Contact: Joas van der Schoot
Towards a new Comparative Agenda for the Philosophy of Religion: Neo-Ṣadrian and Thomistic Philosophies of God-Talk
Over the course of the last twenty years, philosophers of religion have begun to adopt a comparative research agenda, stimulated by an increasing globalisation of the discipline, the global rise to power of Asia, the review of race relations as well as the realisation that mono-regional and mono-cultural studies leave untapped important resources. Today, panels and publications on comparative philosophy of religion have an established place in institutions such as the American Academy of Religion. Yet, in the comparative agenda there are two notable shortcomings: (1) Islamic philosophies of religion, especially in Shiite intellectual tradition, have received comparatively little attention in the global north vis-à-vis Asian and African philosophies; and (2) in terms of methodology, comparative philosophies of religion have still a lot to learn from the approaches to religion in the philosophy of language.
The project proposed here aims at addressing both of these issues. It aims at a comparative analysis between the conceptualisations of the nature of God in the works of Muḥammad Ḥuseyn-i Ṭabāṭabāʾī (1903-81), the most renowned Islamic Shiite philosopher of the twentieth century, and of Brian Davies and David B. Burrell, leading philosophers of religion, Aquinas scholars and the most significant contemporary advocates of philosophical Thomism in the Anglophone world. The project aims at (1) exploring Ṭabāṭabāʾī’s work through the comparative method of ‘reciprocal illumination’, which clearly deserves more attention in the Global North; (2) investigating critically the significance of shared philosophical and conceptual heritage (i.e. the Aristotelian and Neoplatonist philosophical traditions) between the Neo-Ṣadrian philosophy of Ṭabāṭabāʾī and Thomism as interpreted in philosophies of Brian Davies and David Burrell, in order to develop a robust grammar for Islamic-Christian comparative-philosophical scholarship; and (3) exploring how approaches from the philosophy of language can ‘ground’ a comparative agenda and provide a model for comparison in philosophy of religion.
The Philosophy of Materiality. Understanding Semiotics and Synergy of Medieval Nordic Charter Production, Use and Societal Changes.
This project focuses on materiality aspects of medieval Nordic charters, particularly those from Norway, and their implications for understanding historical and cultural dynamics. Despite extensive scholarship on the textual content of charters, less attention has been given to the physical characteristics and how these evolved alongside societal and technological changes.

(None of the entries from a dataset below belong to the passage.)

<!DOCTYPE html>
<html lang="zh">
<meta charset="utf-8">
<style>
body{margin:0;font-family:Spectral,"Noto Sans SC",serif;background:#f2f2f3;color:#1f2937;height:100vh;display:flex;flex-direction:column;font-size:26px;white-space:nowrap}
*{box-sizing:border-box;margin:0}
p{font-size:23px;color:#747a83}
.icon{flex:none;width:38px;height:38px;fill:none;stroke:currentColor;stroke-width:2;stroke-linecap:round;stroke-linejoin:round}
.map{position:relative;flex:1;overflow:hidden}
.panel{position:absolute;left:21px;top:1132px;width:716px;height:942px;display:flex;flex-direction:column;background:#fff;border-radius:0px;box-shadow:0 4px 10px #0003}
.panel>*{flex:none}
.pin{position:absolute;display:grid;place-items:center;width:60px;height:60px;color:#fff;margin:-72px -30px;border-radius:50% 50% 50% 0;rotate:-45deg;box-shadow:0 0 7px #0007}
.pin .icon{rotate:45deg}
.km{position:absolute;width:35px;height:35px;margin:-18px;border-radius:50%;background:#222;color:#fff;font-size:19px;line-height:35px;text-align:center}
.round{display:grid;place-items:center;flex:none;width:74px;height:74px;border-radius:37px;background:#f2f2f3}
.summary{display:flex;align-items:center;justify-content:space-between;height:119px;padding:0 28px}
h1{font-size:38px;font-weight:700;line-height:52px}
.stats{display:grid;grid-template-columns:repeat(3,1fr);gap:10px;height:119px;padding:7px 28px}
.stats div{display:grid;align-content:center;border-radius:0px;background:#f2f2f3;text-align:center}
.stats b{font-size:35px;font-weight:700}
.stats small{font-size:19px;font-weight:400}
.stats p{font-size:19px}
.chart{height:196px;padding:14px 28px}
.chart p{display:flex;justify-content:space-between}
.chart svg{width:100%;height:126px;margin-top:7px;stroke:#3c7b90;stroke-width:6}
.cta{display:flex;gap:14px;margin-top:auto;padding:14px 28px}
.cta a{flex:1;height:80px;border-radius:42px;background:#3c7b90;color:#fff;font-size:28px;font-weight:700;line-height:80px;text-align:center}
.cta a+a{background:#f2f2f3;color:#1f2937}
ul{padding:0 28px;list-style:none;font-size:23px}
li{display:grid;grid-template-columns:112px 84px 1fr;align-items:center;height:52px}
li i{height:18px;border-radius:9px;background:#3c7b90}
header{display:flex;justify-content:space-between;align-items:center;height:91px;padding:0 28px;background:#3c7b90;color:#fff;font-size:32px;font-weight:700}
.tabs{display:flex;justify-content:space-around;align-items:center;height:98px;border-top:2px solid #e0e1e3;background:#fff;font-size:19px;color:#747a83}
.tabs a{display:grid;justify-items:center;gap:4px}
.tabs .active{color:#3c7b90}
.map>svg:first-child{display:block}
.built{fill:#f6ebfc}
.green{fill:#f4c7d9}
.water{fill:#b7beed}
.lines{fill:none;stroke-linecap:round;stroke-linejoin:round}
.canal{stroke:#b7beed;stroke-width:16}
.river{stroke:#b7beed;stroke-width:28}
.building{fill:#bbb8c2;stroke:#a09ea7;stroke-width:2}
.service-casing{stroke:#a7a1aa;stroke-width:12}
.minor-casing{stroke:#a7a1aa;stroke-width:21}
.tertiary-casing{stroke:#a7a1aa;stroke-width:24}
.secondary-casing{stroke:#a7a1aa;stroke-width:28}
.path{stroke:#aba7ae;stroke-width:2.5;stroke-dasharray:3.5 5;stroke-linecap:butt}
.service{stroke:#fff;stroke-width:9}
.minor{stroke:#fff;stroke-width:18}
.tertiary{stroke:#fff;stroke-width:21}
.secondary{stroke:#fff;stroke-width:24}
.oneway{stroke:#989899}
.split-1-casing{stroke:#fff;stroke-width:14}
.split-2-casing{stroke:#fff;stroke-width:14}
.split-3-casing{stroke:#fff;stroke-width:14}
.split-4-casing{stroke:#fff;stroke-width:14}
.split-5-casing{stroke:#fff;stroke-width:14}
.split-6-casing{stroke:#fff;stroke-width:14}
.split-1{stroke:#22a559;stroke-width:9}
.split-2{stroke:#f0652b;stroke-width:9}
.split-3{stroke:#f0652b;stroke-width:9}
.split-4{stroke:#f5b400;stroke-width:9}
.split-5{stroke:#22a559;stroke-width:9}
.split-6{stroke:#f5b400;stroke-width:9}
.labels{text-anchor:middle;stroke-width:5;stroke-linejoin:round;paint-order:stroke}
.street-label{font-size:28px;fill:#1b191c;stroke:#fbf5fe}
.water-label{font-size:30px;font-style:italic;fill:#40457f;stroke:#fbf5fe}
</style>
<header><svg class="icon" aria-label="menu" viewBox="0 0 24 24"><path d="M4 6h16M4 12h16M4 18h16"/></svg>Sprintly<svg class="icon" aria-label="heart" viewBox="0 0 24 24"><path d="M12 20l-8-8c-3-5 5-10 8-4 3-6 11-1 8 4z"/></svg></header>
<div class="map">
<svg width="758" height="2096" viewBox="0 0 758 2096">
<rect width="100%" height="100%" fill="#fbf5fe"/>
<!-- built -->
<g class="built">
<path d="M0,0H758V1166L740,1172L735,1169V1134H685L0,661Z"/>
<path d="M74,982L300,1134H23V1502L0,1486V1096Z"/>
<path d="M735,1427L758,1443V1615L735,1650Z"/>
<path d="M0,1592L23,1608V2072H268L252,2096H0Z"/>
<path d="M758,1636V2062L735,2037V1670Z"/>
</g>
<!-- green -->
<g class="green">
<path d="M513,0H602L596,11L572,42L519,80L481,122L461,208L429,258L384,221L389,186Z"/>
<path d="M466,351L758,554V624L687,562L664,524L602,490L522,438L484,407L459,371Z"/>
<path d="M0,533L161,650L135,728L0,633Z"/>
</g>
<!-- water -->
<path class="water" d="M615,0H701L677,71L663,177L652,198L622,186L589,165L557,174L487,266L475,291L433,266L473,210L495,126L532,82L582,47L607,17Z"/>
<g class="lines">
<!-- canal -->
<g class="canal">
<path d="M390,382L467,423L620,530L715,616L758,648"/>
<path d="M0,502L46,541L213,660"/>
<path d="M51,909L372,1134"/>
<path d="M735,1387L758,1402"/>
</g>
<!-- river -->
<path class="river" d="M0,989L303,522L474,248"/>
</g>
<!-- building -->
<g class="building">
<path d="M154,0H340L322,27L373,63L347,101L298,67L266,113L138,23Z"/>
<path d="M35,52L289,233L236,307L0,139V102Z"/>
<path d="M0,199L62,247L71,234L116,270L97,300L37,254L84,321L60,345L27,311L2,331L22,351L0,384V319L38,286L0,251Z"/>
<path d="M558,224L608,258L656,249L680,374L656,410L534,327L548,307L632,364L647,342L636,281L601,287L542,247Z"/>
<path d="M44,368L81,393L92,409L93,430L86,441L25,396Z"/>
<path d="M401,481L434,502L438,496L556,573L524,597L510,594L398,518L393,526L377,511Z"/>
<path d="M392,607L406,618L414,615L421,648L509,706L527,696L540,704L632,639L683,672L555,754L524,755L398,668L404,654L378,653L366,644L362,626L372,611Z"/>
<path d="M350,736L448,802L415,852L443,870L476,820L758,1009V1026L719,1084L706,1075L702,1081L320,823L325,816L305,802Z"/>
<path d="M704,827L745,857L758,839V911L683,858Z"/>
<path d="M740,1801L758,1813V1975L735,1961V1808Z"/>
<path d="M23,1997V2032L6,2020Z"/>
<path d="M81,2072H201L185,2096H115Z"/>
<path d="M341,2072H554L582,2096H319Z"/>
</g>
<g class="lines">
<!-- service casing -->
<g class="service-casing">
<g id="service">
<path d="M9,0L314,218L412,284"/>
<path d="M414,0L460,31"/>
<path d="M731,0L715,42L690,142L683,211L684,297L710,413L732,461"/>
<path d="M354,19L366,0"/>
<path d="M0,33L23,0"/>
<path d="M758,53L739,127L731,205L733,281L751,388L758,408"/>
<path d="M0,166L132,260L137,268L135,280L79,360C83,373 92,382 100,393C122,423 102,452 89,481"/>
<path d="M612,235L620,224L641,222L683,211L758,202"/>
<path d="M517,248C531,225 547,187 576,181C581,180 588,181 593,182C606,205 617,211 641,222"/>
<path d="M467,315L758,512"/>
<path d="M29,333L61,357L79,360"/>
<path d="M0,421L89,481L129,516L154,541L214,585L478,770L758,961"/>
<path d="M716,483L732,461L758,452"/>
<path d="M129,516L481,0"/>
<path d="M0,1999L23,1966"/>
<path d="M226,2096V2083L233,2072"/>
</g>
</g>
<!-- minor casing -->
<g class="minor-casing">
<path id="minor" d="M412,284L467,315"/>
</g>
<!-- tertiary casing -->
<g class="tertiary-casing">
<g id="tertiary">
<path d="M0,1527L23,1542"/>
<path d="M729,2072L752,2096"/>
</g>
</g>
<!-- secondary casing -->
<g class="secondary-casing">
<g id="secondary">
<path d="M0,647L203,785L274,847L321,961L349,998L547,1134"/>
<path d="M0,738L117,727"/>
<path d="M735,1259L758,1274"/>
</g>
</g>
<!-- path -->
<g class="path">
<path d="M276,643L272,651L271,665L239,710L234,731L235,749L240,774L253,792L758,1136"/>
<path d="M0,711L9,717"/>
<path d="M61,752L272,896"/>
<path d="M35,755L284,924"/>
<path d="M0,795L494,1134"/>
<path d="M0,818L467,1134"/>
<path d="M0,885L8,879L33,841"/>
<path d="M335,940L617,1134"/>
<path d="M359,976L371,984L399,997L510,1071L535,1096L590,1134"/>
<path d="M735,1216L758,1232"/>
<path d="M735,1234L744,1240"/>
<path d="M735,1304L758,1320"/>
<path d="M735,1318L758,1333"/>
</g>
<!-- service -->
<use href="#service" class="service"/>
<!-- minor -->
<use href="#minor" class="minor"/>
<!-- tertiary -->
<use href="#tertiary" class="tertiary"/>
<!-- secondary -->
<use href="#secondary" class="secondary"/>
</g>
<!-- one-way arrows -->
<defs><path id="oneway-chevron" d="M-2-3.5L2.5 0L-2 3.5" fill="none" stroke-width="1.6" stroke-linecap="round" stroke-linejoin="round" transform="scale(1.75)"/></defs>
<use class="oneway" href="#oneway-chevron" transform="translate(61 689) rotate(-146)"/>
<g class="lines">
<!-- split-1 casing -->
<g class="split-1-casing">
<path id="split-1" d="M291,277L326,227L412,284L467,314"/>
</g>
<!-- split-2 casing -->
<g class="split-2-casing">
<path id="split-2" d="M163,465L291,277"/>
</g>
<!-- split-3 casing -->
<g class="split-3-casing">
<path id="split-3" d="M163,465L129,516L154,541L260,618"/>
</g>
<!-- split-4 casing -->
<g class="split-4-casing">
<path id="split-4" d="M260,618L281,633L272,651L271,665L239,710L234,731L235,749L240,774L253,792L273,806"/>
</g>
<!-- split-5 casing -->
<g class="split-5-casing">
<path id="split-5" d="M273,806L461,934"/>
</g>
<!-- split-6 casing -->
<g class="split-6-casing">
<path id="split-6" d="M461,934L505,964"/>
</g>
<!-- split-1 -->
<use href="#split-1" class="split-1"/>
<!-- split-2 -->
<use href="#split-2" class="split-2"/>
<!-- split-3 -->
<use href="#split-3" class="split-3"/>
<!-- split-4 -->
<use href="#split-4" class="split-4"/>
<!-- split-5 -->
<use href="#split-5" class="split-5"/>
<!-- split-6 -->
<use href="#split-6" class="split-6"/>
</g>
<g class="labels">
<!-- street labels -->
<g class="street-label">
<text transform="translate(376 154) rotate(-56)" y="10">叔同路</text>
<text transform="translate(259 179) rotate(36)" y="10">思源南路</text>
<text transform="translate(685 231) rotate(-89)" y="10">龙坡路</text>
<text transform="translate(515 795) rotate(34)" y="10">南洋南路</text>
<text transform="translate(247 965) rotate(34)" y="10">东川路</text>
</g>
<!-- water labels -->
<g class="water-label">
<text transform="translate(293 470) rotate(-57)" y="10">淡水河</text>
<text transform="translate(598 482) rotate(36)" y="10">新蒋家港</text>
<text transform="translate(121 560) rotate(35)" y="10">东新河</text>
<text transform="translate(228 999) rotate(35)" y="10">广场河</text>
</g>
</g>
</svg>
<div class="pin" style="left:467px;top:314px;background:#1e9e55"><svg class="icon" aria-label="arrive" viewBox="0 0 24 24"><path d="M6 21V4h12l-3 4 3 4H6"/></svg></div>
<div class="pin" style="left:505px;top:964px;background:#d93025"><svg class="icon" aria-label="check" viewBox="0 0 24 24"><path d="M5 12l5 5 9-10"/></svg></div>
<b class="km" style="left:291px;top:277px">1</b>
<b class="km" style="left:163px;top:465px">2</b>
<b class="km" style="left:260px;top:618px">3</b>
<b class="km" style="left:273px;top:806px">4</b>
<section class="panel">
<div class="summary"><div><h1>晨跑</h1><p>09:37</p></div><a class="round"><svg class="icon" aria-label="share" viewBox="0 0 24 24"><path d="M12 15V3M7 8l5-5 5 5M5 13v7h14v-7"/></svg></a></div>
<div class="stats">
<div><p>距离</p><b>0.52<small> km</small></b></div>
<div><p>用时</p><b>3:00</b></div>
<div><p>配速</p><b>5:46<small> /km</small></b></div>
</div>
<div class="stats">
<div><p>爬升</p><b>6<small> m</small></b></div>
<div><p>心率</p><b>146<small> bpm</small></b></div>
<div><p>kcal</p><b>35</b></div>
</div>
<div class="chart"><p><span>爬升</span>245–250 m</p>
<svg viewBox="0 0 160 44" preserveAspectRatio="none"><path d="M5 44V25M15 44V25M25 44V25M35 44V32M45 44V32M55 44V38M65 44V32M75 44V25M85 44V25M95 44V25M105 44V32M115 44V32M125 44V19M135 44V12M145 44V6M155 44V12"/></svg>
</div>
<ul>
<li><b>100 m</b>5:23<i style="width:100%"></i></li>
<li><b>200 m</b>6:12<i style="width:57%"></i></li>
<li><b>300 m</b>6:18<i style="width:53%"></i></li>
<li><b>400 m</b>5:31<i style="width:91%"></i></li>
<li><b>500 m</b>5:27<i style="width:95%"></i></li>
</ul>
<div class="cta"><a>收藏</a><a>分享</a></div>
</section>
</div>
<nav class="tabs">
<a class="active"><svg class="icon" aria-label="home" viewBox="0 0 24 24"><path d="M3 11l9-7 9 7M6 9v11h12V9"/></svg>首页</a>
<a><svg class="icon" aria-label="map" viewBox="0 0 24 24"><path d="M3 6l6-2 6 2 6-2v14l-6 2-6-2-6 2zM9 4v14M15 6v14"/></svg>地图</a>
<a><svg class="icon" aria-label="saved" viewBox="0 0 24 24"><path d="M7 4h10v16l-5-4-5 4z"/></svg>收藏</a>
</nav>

By enhancing our understanding of material aspects, this project will contextualize the objects within the broader framework of medieval administrative, legal, and cultural practices, i.e., how these objects functioned within medieval society, and how they were used in legal and administrative processes, contributing to the construction of authority.
To investigate how the physical characteristics and evolving material culture of charters intersect with societal changes, four key research areas will be explored: (1) material properties and semiotics; (2) production techniques and social practices; (3) evolution of charters and the synergy of material and societal changes; and (4) the impact on medieval society's understanding of law, property rights, governance, identity, etc. and as cultural artifacts shaping behavior within this society.
By investigating both the creation and later preservation of charters, the project seeks to uncover new insights into how these documents shaped and were shaped by the societies that interacted with them.